→ Assigned task
Images are not part of the copy; transcribe all the data exactly.
START Records for the task
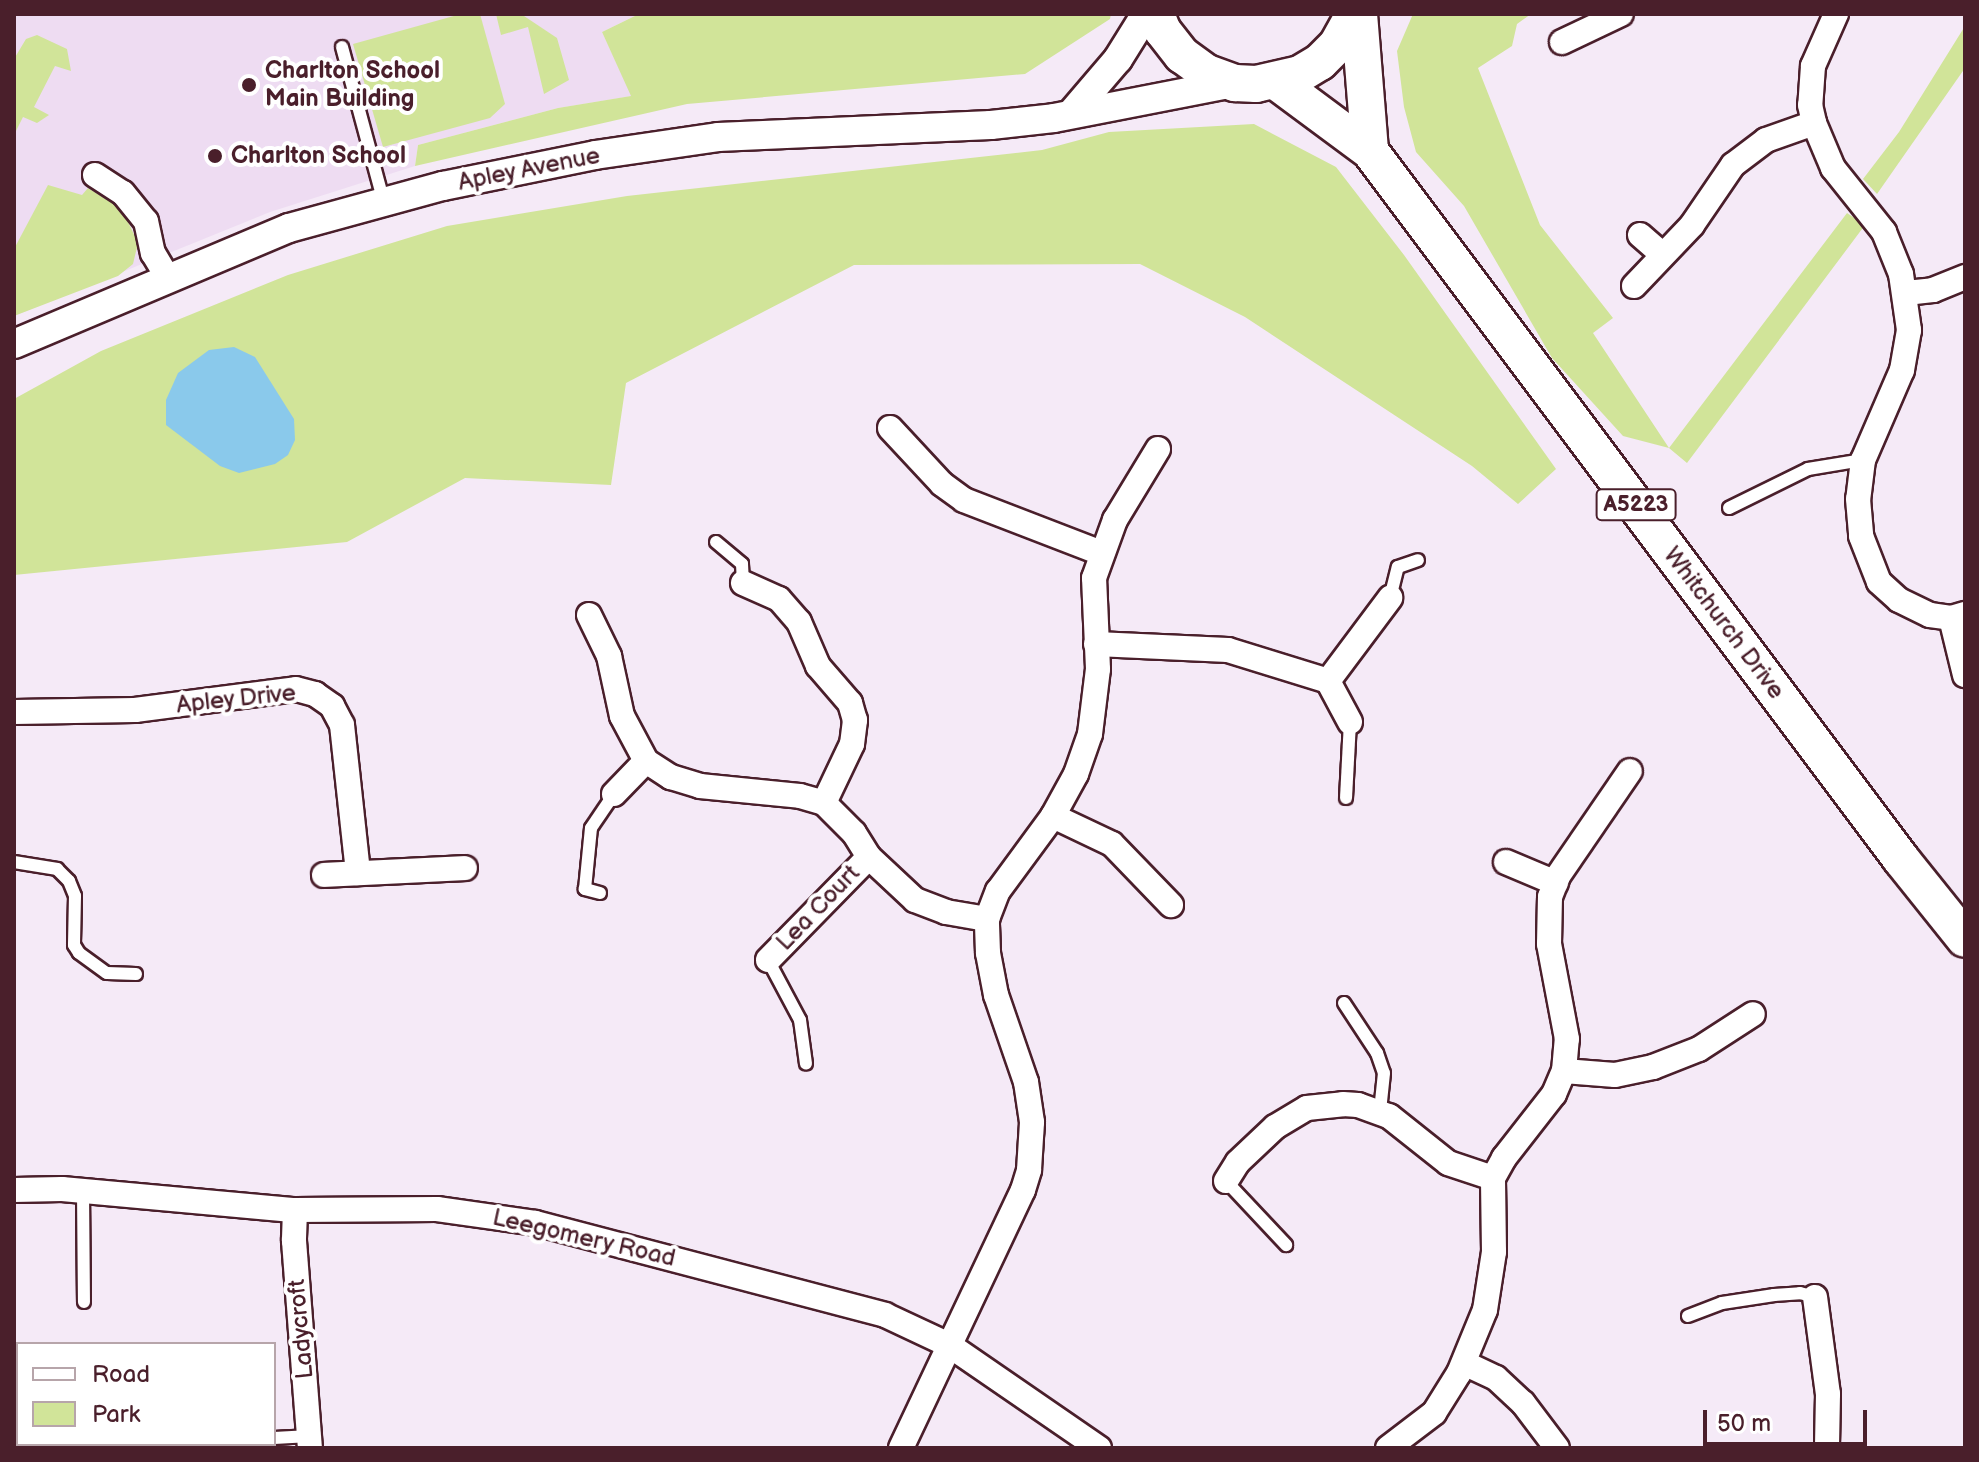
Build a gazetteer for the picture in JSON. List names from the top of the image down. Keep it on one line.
{"streets":{"main road":["A5223","Whitchurch Drive"],"street":["Apley Avenue","Apley Drive","Lea Court","Leegomery Road","Ladycroft"]},"crossings":[["Leegomery Road","Ladycroft"]],"places":["Charlton School Main Building","Charlton School"],"legend":["Road","Park"],"scale_bar":"50 m"}
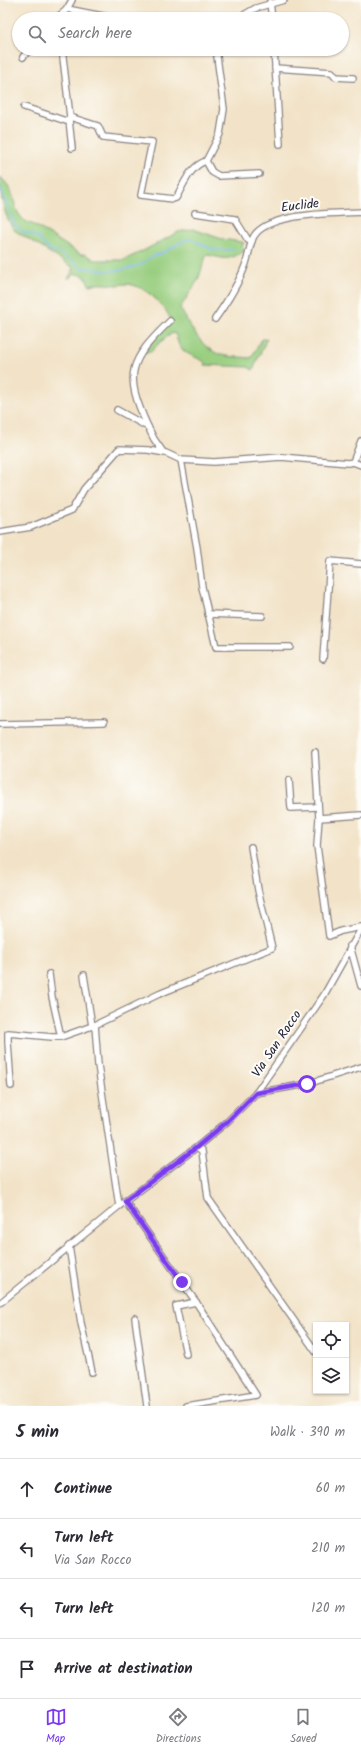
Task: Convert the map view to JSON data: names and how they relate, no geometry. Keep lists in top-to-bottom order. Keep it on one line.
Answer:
{"streets":{"street":["Euclide","Via San Rocco"]},"page":{"search":"Search here","heading":["5 min","Walk · 390 m"],"list":[["Continue","60 m"],["Turn left","Via San Rocco","210 m"],["Turn left","120 m"],"Arrive at destination"],"nav":["Map","Directions","Saved"]}}
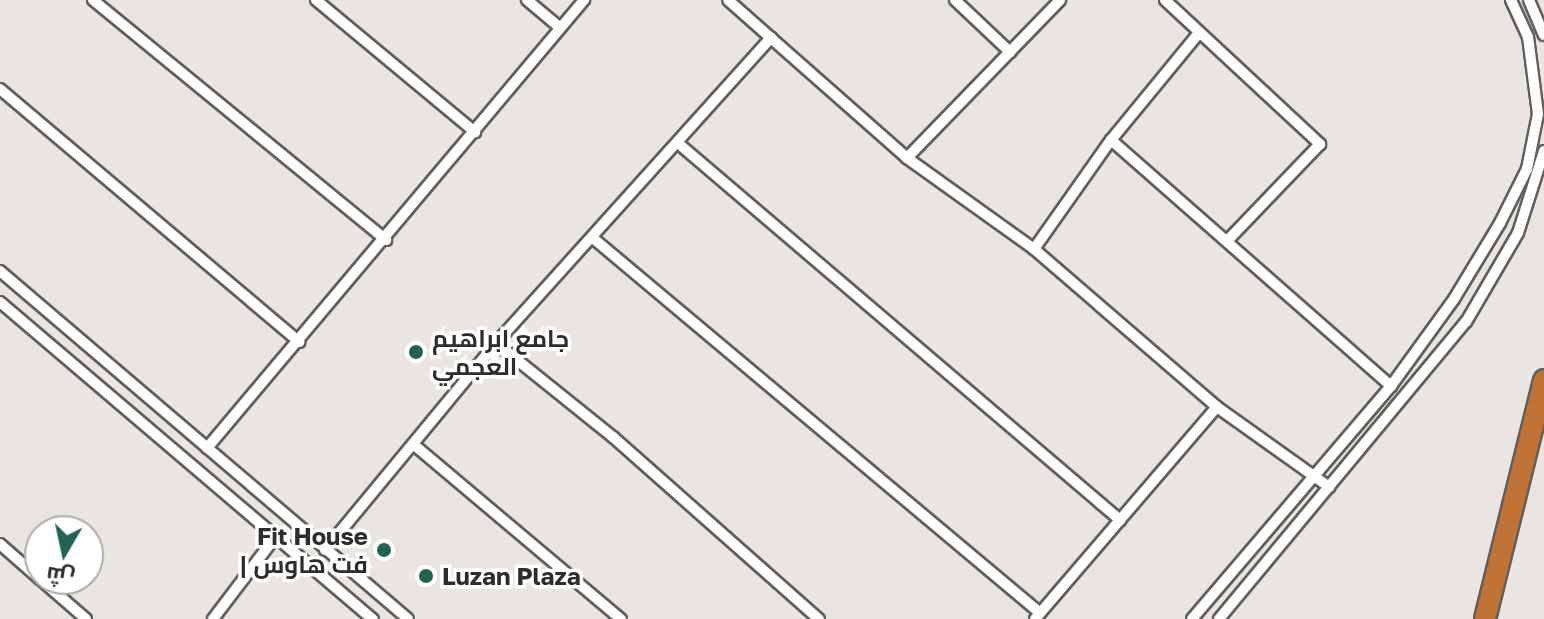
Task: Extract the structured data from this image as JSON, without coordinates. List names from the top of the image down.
{
  "places": ["جامع ابراهيم العجمي", "Fit House | فت هاوس", "Luzan Plaza"],
  "north": "bottom"
}
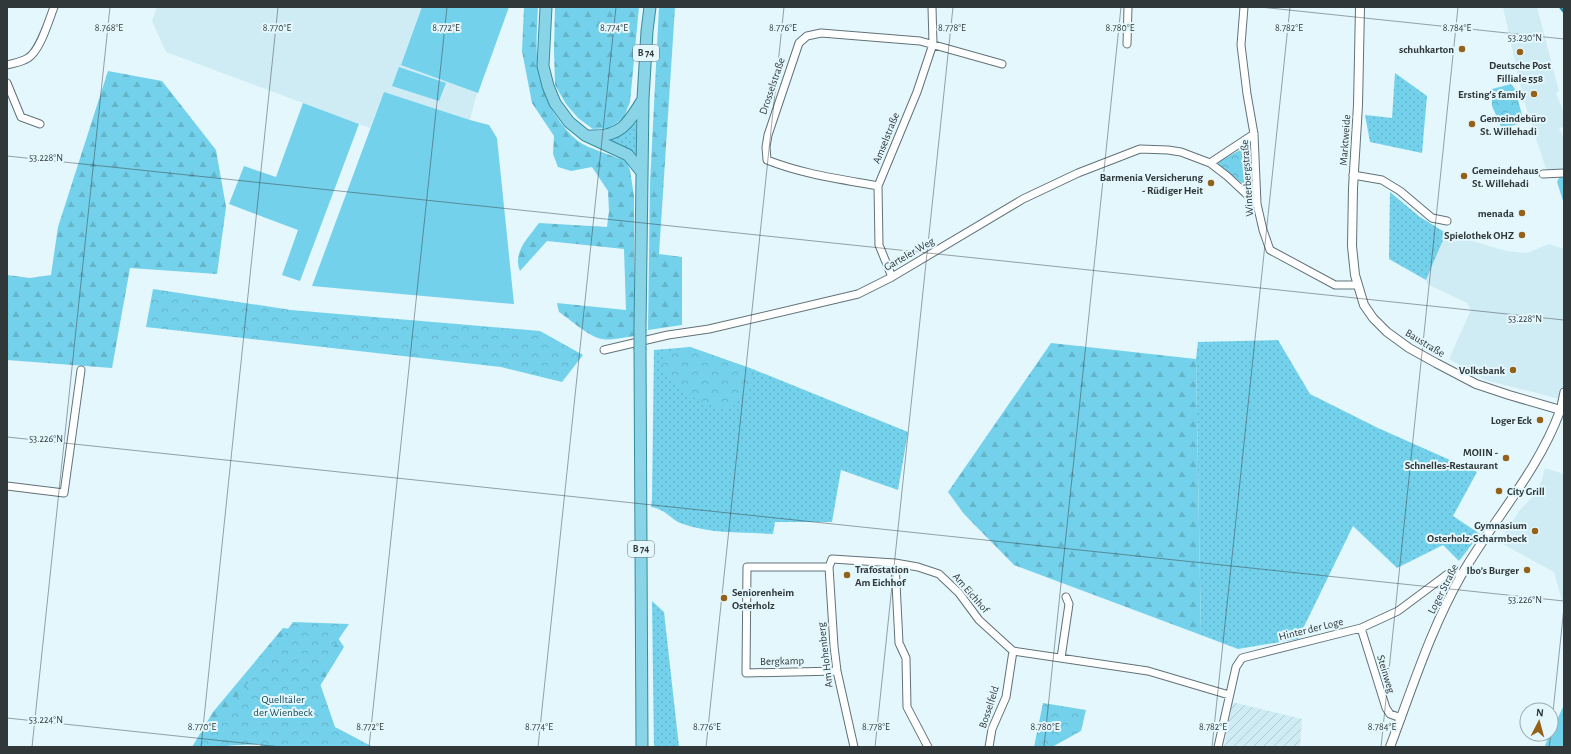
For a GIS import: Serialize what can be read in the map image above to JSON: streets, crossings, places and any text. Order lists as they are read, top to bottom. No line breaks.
{"streets":{"main road":["B 74"],"street":["Drosselstraße","Amselstraße","Marktweide","Winterbergstraße","Garteler Weg","Baustraße","Loger Straße","Am Eichhof","Hinter der Loge","Am Hohenberg","Bergkamp","Steinweg","Bosselfeld"]},"crossings":[["Drosselstraße","Amselstraße"],["Amselstraße","Garteler Weg"],["Marktweide","Baustraße"],["Winterbergstraße","Garteler Weg"],["Winterbergstraße","Baustraße"],["Baustraße","Loger Straße"],["Loger Straße","Hinter der Loge"],["Loger Straße","Steinweg"],["Am Eichhof","Am Hohenberg"],["Am Eichhof","Bosselfeld"],["Hinter der Loge","Steinweg"],["Am Hohenberg","Bergkamp"]],"parks":["Quelltäler der Wienbeck"],"places":["schuhkarton","Deutsche Post Filliale 558","Ersting's family","Gemeindebüro St. Willehadi","Gemeindehaus St. Willehadi","Barmenia Versicherung - Rüdiger Heit","menada","Spielothek OHZ","Volksbank","Loger Eck","MOIIN - Schnelles-Restaurant","City Grill","Gymnasium Osterholz-Scharmbeck","Ibo’s Burger","Trafostation Am Eichhof","Seniorenheim Osterholz"],"north":"top","coordinates":["8.768°E","8.770°E","8.772°E","8.774°E","8.776°E","8.778°E","8.780°E","8.782°E","8.784°E","53.230°N","53.228°N","53.226°N","53.224°N"]}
END Records for the task
→ Exercise output
Build a gazetteer for the picture in JSON. List names from the top of the image down. Keep it on one line.
{"streets":{"main road":["A5223","Whitchurch Drive"],"street":["Apley Avenue","Apley Drive","Lea Court","Leegomery Road","Ladycroft"]},"crossings":[["Leegomery Road","Ladycroft"]],"places":["Charlton School Main Building","Charlton School"],"legend":["Road","Park"],"scale_bar":"50 m"}
Task: Convert the map view to JSON data: names and how they relate, no geometry. Keep lists in top-to-bottom order. Keep it on one line.
Answer:
{"streets":{"street":["Euclide","Via San Rocco"]},"page":{"search":"Search here","heading":["5 min","Walk · 390 m"],"list":[["Continue","60 m"],["Turn left","Via San Rocco","210 m"],["Turn left","120 m"],"Arrive at destination"],"nav":["Map","Directions","Saved"]}}
Task: Extract the structured data from this image as JSON, without coordinates. List names from the top of the image down.
{
  "places": ["جامع ابراهيم العجمي", "Fit House | فت هاوس", "Luzan Plaza"],
  "north": "bottom"
}
For a GIS import: Serialize what can be read in the map image above to JSON: streets, crossings, places and any text. Order lists as they are read, top to bottom. No line breaks.
{"streets":{"main road":["B 74"],"street":["Drosselstraße","Amselstraße","Marktweide","Winterbergstraße","Garteler Weg","Baustraße","Loger Straße","Am Eichhof","Hinter der Loge","Am Hohenberg","Bergkamp","Steinweg","Bosselfeld"]},"crossings":[["Drosselstraße","Amselstraße"],["Amselstraße","Garteler Weg"],["Marktweide","Baustraße"],["Winterbergstraße","Garteler Weg"],["Winterbergstraße","Baustraße"],["Baustraße","Loger Straße"],["Loger Straße","Hinter der Loge"],["Loger Straße","Steinweg"],["Am Eichhof","Am Hohenberg"],["Am Eichhof","Bosselfeld"],["Hinter der Loge","Steinweg"],["Am Hohenberg","Bergkamp"]],"parks":["Quelltäler der Wienbeck"],"places":["schuhkarton","Deutsche Post Filliale 558","Ersting's family","Gemeindebüro St. Willehadi","Gemeindehaus St. Willehadi","Barmenia Versicherung - Rüdiger Heit","menada","Spielothek OHZ","Volksbank","Loger Eck","MOIIN - Schnelles-Restaurant","City Grill","Gymnasium Osterholz-Scharmbeck","Ibo’s Burger","Trafostation Am Eichhof","Seniorenheim Osterholz"],"north":"top","coordinates":["8.768°E","8.770°E","8.772°E","8.774°E","8.776°E","8.778°E","8.780°E","8.782°E","8.784°E","53.230°N","53.228°N","53.226°N","53.224°N"]}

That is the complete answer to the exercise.